The Last House Guest by Meghan Miranda
Littleport, Maine, has always felt like two separate towns: an ideal vacation enclave for the wealthy, whose summer homes line the coastline; and a simple harbor community for the year-round residents whose livelihoods rely on service to the visitors.
Typically, fierce friendships never develop between a local and a summer girl—but that’s just what happens with visitor Sadie Loman and Littleport resident Avery Greer. Each summer for almost a decade, the girls are inseparable—until Sadie is found dead. While the police rule the death a suicide, Avery can’t help but feel there are those in the community, including a local detective and Sadie’s brother, Parker, who blame her. Someone knows more than they’re saying, and Avery is intent on clearing her name, before the facts get twisted against her.
The Friday Night Knitting Club by Kate Jacobs
Once a week, an eclectic group of women comes together at a New York City
yarn shop to work on their latest projects—and share the stories of their lives…
At the center of Walker and Daughter is the shop’s owner, Georgia, who is overwhelmed with juggling the store and single-handedly raising her teenage daughter. Happy to escape the demands of her life, she looks forward to her Friday Night Knitting Club, where she and her friends—Anita, Peri, Darwin, Lucie, and KC—exchange knitting tips, jokes, and their deepest secrets. But when the man who once broke Georgia’s heart suddenly shows up, demanding a role in their daughter’s life, her world is shattered.
Luckily, Georgia’s friends are there for encouragement, sharing their own tales of intimacy, heartbreak, and miracle-making. And when the unthinkable happens, these women will discover that what they’ve created isn’t just a knitting club: it’s a sisterhood.

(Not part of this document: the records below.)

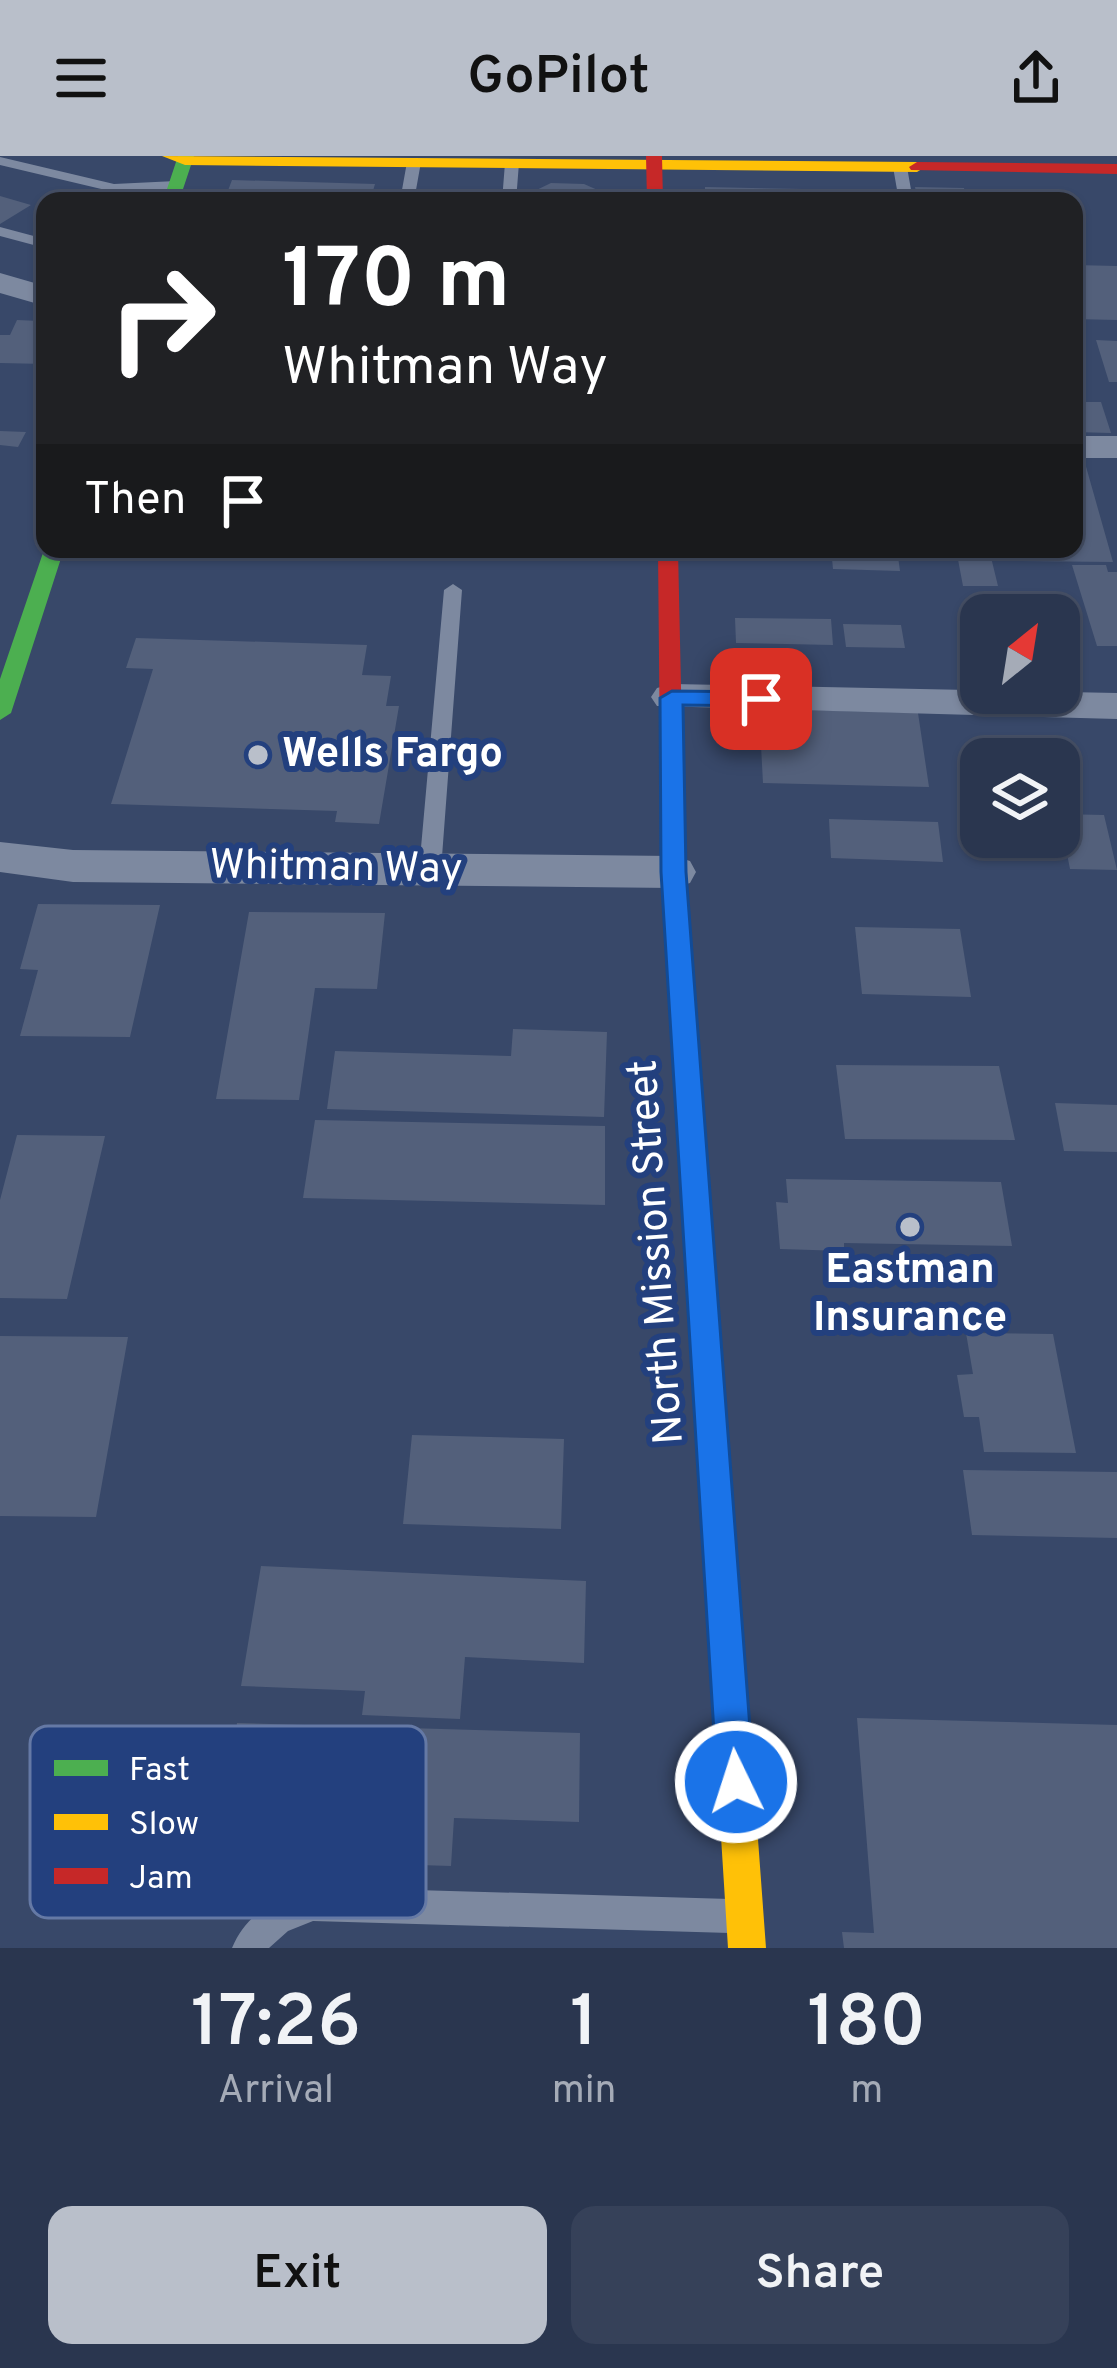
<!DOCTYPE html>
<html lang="en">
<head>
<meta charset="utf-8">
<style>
	body { margin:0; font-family:Overpass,sans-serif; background:#364159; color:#f1f3f6; height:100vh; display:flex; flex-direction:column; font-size:45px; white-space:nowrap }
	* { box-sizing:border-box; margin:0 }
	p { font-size:39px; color:#a5abb7 }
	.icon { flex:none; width:66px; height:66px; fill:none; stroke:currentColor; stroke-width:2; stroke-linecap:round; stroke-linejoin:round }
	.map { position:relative; height:1792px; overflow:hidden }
	.details { display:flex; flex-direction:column; background:#2a364f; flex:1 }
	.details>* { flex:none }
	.guide { position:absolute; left:36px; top:36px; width:1047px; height:366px; border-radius:24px; box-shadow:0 3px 9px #0004,0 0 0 3px #465066; background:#202124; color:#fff; overflow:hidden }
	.needle { width:78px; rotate:30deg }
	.tools { position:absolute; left:960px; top:438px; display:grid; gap:24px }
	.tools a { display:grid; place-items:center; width:120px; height:120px; border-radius:24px; background:#2a364f; box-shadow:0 3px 9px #0004,0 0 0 3px #465066; font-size:60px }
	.pin { position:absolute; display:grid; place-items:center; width:102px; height:102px; color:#fff; margin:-51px; border-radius:24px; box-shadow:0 6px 18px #0006 }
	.me { position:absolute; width:132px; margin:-66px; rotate:356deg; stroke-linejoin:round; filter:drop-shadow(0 0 9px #0008) }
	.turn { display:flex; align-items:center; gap:42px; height:252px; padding:0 48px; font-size:54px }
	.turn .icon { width:156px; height:156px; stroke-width:2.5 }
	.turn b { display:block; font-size:84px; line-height:102px }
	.then { display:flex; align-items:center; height:114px; padding:0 48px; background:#0003; gap:24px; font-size:45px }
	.eta { display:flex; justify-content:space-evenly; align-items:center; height:204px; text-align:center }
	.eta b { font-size:72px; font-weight:600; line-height:84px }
	.action { display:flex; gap:24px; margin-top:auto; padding:24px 48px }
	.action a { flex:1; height:138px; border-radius:24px; background:#b9bfca; color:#111; font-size:48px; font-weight:600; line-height:138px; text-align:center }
	.action a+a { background:#364159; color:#f1f3f6 }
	header { display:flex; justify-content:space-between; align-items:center; height:156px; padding:0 48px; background:#b9bfca; color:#111; font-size:54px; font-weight:600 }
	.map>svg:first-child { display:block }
	.building { fill:#53607b }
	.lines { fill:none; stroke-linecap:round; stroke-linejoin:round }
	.lane { fill:#7d89a0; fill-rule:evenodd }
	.street { fill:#7d89a0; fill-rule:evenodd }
	.fast { fill:#4caf50; fill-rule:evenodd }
	.slow { fill:#ffc107; fill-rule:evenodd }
	.jam { fill:#c62828; fill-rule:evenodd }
	.route { fill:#1a73e8; stroke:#114b97; stroke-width:3 }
	.poi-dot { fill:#b9bfca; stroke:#23407e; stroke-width:4.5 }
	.labels { text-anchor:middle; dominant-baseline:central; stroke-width:12; stroke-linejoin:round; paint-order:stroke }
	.poi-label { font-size:42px; font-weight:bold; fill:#fff; stroke:#23407e; text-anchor:start }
	.street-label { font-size:42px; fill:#fff; stroke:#23407e }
	.key { fill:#23407e; stroke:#6579a5; stroke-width:3 }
	.key-label { font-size:33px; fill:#fff }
</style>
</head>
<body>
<header><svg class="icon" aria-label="menu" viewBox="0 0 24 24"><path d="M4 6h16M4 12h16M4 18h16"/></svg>GoPilot<svg class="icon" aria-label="share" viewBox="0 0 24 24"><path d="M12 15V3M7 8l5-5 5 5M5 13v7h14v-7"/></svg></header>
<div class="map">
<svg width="1117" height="1792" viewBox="0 0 1117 1792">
	<rect width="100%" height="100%" fill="#384869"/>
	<path class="building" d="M232 24 375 28 370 45H224Z
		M551 27 584 28 609 39V45H524V40Z
		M705 31 803 33 804 45H705Z
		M915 31 964 32 967 45H918Z
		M424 33 470 34 469 45H422Z
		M977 33H1014L1018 45H980Z
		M0 40 31 49 0 68Z
		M1074 109 1117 110V164L1074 163Z
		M17 164 40 165 34 178 45 179V208L0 207V179H10Z
		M1096 184 1117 185V226H1109Z
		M1074 246H1101L1111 277 1074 276Z
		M0 275 26 276 18 291 0 289Z
		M1074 306 1085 307 1113 406 1020 405 1018 393H1074Z
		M831 393H897L900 415 833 413Z
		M956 393H989L998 430H963Z
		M1072 409H1106L1108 416H1117V490H1097Z
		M735 462 831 463 833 489 736 487Z
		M843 468 901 469 905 492 846 491Z
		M136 482 367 489 362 519 391 520 386 550H399L379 668 335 666 337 655 111 648 153 513 126 512Z
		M759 553 918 557 929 631 763 627Z
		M1059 658 1104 659 1117 714 1070 713Z
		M829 663 938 666 943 706 831 702Z
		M38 748 160 749 130 881 20 880 38 814 20 813Z
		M249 756 385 757 377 833 315 832 299 944 216 943Z
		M855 771 960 773 971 841 862 838Z
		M513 873 607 876 604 961 327 953 335 895 511 900Z
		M836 909 999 910 1015 984 845 983Z
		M1055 947 1117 949V996L1064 995Z
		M315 964 605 970V1049L303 1042Z
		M17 979 105 980 67 1143 0 1142V1044Z
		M786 1023 1001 1026 1012 1090 844 1087V1095L780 1093 776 1046 788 1047Z
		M966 1177 1053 1178 1076 1297 984 1296 979 1261H964L957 1219 973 1218Z
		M0 1180 128 1181 96 1361 0 1360Z
		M412 1279 564 1283 561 1373 403 1368Z
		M963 1314 1117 1316V1382L972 1379Z
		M261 1410 586 1425 584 1507 465 1501 460 1563 362 1559 365 1535 241 1530Z
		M857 1562 1117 1569V1792H844L842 1776 874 1777Z
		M237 1567 580 1577 579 1666 454 1662 451 1710 354 1707 358 1677 222 1672Z"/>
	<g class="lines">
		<path class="lane" d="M0 1 114 28 176 25 183 29 176 33 114 36 0 9Z
			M414 2 421 6 414 45H400L407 6Z
			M512 3 519 7 516 45H502L505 7Z
			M900 7 907 11 913 45H899L893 11Z
			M0 71 45 83V92L0 80Z
			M453 428 462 434 441 714 430 721 419 714 444 434Z
			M313 1731 730 1743 742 1748 747 1760 742 1772 730 1777 313 1765 288 1775 269 1792H232C247 1756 277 1742 313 1731Z"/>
		<path class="street" d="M0 117 45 130V150L0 137Z
			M1074 280H1117V302H1074Z
			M672 528 1117 537V563L657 550 651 541 657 532Z
			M0 686 73 694 673 700 690 705 696 716 690 727 673 732 73 726 0 716Z"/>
		<path class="fast" d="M178 0H194L179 45H163Z
			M45 391 64 393 11 557 0 564V523Z"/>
		<path class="slow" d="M162 0 917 6 925 11 917 16 185 9Z
			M709 1222 720 1226 725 1235 766 1792H728L693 1235 698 1226Z"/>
		<path class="jam" d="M646 0H662L663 45H647Z
			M917 6 1117 8V18L911 14 909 11Z
			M658 393H678L685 716 725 1235 720 1244 709 1248 698 1244 693 1235 661 716Z"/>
	</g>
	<path class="route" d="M672 535 761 536 772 543 761 550 683 549 686 716 754 1626 749 1639 736 1644 723 1639 717 1626 661 716 660 542Z"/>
	<g class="poi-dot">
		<circle cx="258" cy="599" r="12"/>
		<circle cx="910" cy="1071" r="12"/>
	</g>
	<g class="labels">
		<g class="poi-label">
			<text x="282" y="599">Wells Fargo</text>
			<text x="910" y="1115" text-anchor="middle">Eastman<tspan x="910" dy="48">Insurance</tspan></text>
		</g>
		<g class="street-label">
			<text transform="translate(336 713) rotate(1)">Whitman Way</text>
			<text transform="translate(658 1096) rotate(-94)">North Mission Street</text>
		</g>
	</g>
	<rect x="30" y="1570" width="396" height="192" rx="18" class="key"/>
	<rect x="54" y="1604" width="54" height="16" fill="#4caf50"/>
	<rect x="54" y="1658" width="54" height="16" fill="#ffc107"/>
	<rect x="54" y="1712" width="54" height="16" fill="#c62828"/>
	<g class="key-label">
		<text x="129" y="1624">Fast</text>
		<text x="129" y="1678">Slow</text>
		<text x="129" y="1732">Jam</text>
	</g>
</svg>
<div class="tools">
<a><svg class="needle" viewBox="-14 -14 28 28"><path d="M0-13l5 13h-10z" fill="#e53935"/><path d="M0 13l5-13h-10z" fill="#a5abb7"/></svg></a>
<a><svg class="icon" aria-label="layers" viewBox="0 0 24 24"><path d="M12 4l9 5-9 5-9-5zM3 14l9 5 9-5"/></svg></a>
</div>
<div class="pin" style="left:761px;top:543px;background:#d93025"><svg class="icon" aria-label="arrive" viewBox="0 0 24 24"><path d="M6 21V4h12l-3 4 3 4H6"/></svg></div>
<svg class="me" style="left:736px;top:1626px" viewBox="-20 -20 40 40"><circle r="17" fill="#1a73e8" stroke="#fff" stroke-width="3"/><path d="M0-11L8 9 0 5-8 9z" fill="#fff"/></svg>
<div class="guide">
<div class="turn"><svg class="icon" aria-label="right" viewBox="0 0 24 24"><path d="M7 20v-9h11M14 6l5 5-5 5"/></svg><div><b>170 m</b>Whitman Way</div></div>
<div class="then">Then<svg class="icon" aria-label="arrive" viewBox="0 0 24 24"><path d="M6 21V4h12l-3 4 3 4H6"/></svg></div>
</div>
</div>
<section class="details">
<div class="eta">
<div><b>17:26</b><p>Arrival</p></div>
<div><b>1</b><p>min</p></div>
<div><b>180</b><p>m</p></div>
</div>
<div class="action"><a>Exit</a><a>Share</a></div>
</section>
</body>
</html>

The Day the World Came to Town by Jim DeFede
When 38 jetliners bound for the United States were forced to land at Gander International Airport in Canada by the closing of U.S. airspace on September 11, the population of this small town on Newfoundland Island swelled from 10,300 to nearly 17,000. The citizens of Gander met the stranded passengers with an overwhelming display of friendship and goodwill. As the passengers stepped from the airplanes, exhausted, hungry and distraught after being held on board for nearly 24 hours while security checked all of the baggage, they were greeted with a feast prepared by the townspeople. Local bus drivers who had been on strike came off the picket lines to transport the passengers to the various shelters set up in local schools and churches. Linens and toiletries were bought and donated. A middle school provided showers, as well as access to computers, email, and televisions, allowing the passengers to stay in touch with family and follow the news.

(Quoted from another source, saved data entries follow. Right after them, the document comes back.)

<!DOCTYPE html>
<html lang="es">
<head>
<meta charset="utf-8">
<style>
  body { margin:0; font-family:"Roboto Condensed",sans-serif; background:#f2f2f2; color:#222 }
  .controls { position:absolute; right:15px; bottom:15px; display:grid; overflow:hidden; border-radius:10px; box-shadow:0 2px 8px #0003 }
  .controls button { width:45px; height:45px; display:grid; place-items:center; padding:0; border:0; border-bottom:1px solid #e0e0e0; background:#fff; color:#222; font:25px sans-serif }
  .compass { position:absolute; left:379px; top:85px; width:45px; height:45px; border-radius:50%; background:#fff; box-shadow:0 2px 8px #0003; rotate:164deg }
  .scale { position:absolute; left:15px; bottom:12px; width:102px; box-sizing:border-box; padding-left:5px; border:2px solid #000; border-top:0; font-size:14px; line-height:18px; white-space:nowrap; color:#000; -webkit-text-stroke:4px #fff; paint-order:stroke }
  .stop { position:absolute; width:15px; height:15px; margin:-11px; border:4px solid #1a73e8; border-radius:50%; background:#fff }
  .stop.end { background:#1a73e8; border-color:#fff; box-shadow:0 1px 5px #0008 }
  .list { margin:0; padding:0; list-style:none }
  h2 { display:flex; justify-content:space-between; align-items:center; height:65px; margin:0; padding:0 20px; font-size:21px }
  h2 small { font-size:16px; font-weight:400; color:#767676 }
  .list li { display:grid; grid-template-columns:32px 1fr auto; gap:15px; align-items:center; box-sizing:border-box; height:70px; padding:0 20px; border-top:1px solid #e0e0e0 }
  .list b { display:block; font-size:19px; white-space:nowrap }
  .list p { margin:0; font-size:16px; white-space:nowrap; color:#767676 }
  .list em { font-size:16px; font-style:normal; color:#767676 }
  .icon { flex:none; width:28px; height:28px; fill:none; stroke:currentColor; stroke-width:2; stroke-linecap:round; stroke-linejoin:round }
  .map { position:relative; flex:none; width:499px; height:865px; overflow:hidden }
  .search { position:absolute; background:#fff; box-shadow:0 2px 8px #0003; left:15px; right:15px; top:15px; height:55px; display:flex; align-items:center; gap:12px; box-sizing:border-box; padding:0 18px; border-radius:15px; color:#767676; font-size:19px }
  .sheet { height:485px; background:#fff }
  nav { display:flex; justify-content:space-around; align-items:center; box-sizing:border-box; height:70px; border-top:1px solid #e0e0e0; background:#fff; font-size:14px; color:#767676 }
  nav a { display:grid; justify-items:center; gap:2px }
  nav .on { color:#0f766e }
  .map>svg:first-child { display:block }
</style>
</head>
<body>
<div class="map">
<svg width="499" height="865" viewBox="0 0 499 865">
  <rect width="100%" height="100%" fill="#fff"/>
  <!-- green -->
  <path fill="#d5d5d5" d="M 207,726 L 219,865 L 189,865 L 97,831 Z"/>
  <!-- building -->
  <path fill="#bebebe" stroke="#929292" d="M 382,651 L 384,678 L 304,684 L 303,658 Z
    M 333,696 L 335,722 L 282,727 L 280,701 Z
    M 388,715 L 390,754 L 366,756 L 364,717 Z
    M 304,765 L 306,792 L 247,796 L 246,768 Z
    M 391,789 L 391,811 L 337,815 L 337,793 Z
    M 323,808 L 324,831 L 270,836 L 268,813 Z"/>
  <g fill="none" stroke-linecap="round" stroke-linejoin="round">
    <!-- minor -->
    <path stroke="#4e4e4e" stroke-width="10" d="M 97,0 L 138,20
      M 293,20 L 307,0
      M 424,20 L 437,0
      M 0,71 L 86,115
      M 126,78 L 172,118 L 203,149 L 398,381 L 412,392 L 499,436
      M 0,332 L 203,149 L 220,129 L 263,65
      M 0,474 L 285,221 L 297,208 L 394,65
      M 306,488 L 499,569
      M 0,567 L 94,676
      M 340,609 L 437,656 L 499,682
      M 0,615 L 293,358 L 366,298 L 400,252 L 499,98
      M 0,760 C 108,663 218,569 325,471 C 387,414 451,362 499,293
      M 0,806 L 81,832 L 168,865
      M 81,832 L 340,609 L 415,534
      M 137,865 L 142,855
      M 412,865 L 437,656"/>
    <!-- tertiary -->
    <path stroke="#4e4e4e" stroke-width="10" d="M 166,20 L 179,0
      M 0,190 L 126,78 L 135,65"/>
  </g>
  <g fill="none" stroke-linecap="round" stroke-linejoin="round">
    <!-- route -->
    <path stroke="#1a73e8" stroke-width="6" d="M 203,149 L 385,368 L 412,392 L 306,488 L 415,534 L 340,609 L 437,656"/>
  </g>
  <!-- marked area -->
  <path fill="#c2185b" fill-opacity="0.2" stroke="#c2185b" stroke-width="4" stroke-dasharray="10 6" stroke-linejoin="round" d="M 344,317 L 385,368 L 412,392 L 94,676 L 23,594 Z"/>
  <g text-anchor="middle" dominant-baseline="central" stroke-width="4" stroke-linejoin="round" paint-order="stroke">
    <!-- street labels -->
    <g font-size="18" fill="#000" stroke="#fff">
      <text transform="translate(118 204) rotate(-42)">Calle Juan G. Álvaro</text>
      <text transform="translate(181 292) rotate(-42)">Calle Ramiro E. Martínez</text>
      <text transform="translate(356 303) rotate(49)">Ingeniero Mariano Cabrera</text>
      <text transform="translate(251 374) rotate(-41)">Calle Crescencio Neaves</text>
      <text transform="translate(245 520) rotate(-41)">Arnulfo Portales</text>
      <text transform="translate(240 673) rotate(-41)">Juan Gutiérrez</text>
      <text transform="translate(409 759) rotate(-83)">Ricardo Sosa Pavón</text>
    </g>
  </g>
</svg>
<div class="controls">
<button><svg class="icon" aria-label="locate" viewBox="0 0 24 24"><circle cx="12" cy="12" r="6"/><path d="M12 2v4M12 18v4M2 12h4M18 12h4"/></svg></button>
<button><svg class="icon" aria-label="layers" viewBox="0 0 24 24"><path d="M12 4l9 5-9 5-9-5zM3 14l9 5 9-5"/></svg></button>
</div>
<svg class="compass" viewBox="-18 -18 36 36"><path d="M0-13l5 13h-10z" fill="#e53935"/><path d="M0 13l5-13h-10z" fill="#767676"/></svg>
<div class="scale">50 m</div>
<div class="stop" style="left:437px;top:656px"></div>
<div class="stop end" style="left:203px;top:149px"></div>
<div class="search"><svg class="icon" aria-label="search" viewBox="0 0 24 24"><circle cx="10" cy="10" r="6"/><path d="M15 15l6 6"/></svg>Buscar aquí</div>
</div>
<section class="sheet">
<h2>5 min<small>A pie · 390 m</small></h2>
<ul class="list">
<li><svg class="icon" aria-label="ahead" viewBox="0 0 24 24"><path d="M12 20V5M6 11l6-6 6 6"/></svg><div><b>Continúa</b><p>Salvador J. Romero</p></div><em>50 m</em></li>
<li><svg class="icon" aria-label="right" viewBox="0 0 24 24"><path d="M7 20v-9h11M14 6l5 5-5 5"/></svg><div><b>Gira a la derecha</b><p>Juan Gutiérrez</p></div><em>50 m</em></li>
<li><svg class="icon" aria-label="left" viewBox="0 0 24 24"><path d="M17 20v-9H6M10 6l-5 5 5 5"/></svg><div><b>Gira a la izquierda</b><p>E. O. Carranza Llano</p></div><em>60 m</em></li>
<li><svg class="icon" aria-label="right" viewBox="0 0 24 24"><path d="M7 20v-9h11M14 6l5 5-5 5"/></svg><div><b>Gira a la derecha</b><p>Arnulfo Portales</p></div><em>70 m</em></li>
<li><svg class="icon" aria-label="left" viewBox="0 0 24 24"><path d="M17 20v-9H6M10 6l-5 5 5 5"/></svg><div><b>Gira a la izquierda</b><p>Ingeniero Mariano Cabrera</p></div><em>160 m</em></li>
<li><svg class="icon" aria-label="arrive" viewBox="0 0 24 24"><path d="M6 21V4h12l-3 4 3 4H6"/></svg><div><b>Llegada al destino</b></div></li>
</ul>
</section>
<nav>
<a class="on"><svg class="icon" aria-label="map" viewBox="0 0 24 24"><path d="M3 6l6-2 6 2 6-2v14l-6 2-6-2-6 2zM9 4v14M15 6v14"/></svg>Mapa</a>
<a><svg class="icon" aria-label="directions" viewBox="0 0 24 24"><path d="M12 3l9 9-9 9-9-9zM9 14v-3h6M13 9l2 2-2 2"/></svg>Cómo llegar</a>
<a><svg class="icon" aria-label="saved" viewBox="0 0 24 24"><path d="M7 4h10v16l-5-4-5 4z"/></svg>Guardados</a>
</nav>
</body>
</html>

Erotic Stories for Punjabi Widows by Balli Kaur Jaswal
Every woman has a secret life . . .
Nikki lives in cosmopolitan West London, where she tends bar at the local pub. The daughter of Indian immigrants, she’s spent most of her twenty-odd years distancing herself from the traditional Sikh community of her childhood, preferring a more independent (that is, Western) life. When her father’s death leaves the family financially strapped, Nikki, a law school dropout, impulsively takes a job teaching a “creative writing” course at the community center in the beating heart of London’s close-knit Punjabi community.